Can’t keep up with the dam news? I don’t blame you!
Earlier this year, I argued the case of what to do with the four Lower Snake River dams is a litmus test. When it comes to climate change action, it’s one of the northwest U.S.’ biggest climate wake-up calls.
And late last week, we got a major development with an agreement between the Biden administration, the states of Oregon and Washington, and four tribes.
It’s called the Columbia Basin Restoration Initiative (CBRI).
What the Agreement Does
For decades, environmental organizations and tribes have fought the federal government’s dams in court.
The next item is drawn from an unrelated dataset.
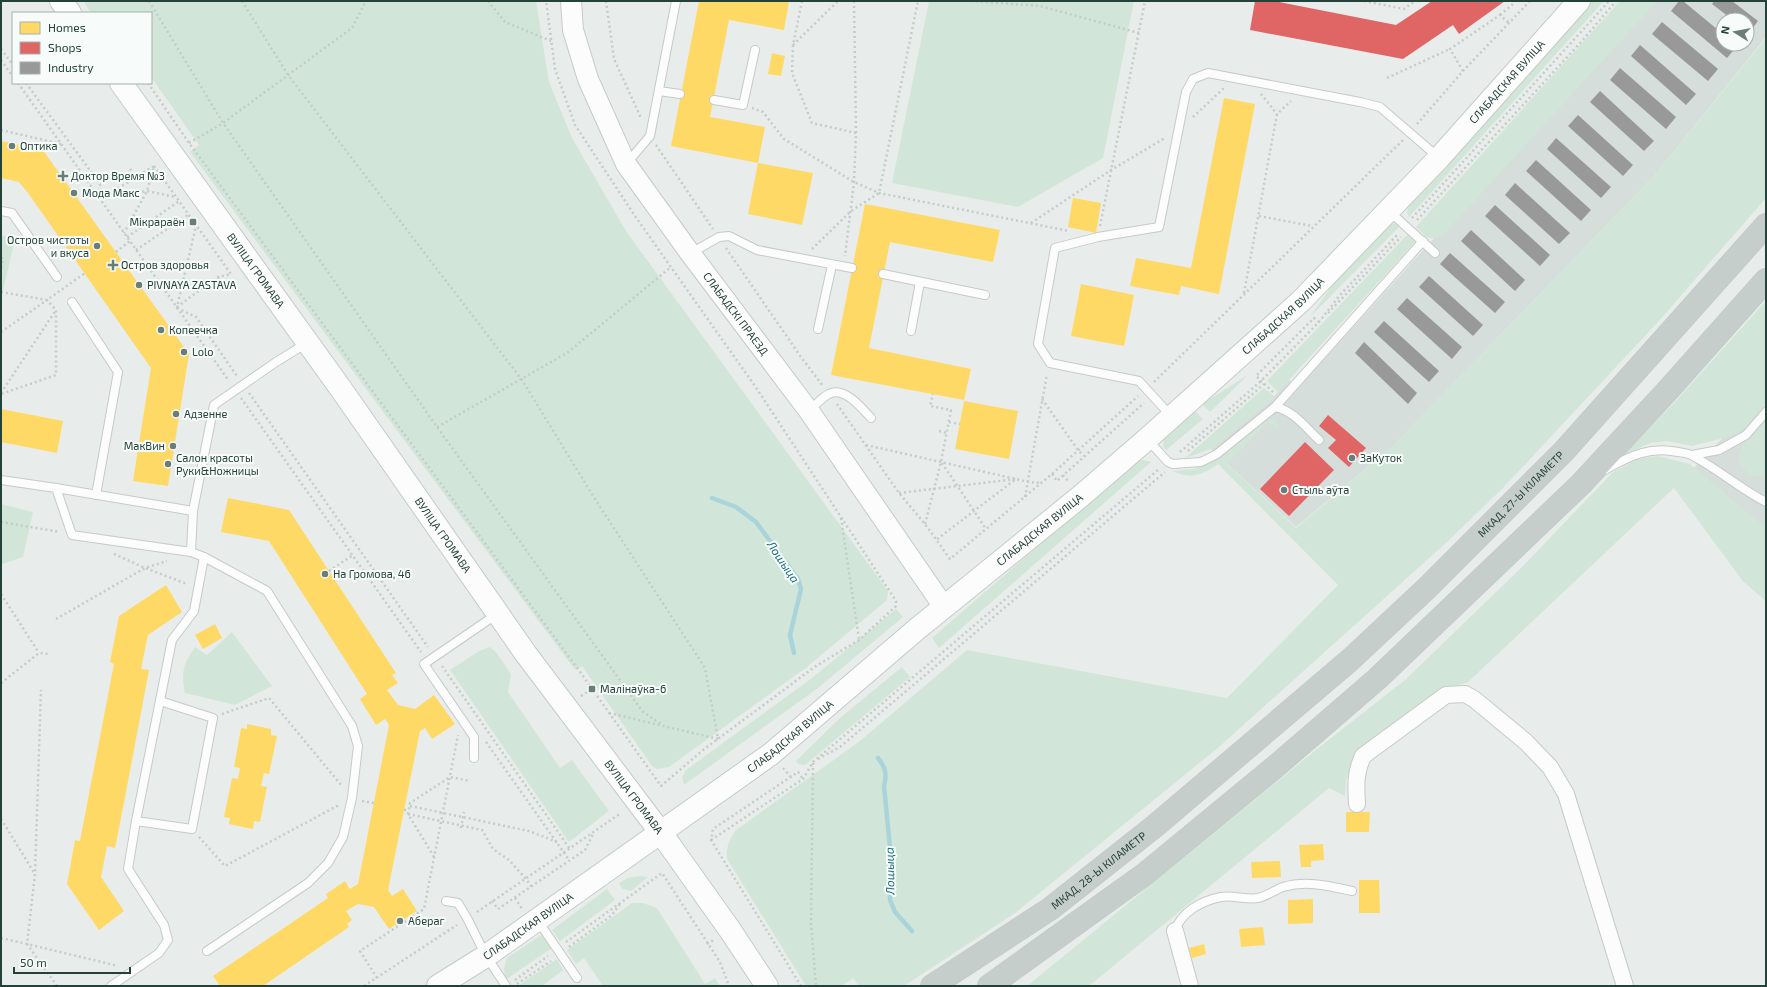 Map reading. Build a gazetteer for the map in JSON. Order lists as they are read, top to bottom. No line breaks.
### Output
{"streets":{"highway":["МКАД, 27-Ы КІЛАМЕТР","МКАД, 28-Ы КІЛАМЕТР"],"main road":["СЛАБАДСКАЯ ВУЛІЦА","ВУЛІЦА ГРОМАВА"],"street":["СЛАБАДСКІ ПРАЕЗД"]},"crossings":[["СЛАБАДСКАЯ ВУЛІЦА","ВУЛІЦА ГРОМАВА"],["СЛАБАДСКАЯ ВУЛІЦА","СЛАБАДСКІ ПРАЕЗД"],["МКАД, 27-Ы КІЛАМЕТР","МКАД, 28-Ы КІЛАМЕТР"]],"water":["Лошыца"],"places":{"other":["Оптика","Мода Макс","Остров чистоты и вкуса","PIVNAYA ZASTAVA","Копеечка","Lolo","Адзенне","МакВин","ЗаКуток","Салон красоты Руки&Ножницы","Стыль аўта","На Громова, 46","Абераг"],"health":["Доктор Время №3","Остров здоровья"],"transit":["Мікрараён","Малінаўка-6"]},"legend":["Homes","Shops","Industry"],"scale_bar":"50 m","north":"left"}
This agreement pauses that fight for 10 years.
In exchange for the pause, the federal government is promising upwards of $1 billion of investment over the next 10 years to restore salmon and other native fish populations to “healthy and abundant” levels. Those funds will go to:
- Building one to three gigawatts worth of renewable energy infrastructure to offset the energy created by the four dams.
- Restoring salmon and their habitat, with a focus on allowing tribes and states to direct the money. The agreement specifically mentions addressing recommended but underfunded fishery updates.
- Studying how to replace the economic impacts that dams create in the transportation, irrigation, and recreation industries.
What It Doesn’t Do
Breach the dams, or set a date for doing so. However, Nez Perce Tribal Chairman Shannon Wheeler said it is a “pathway” to breaching. Several involved environmental nonprofits said the same thing.
It also doesn’t upset the fact that, as several Republican legislators pointed out last month, Congress alone has the power to breach the dams.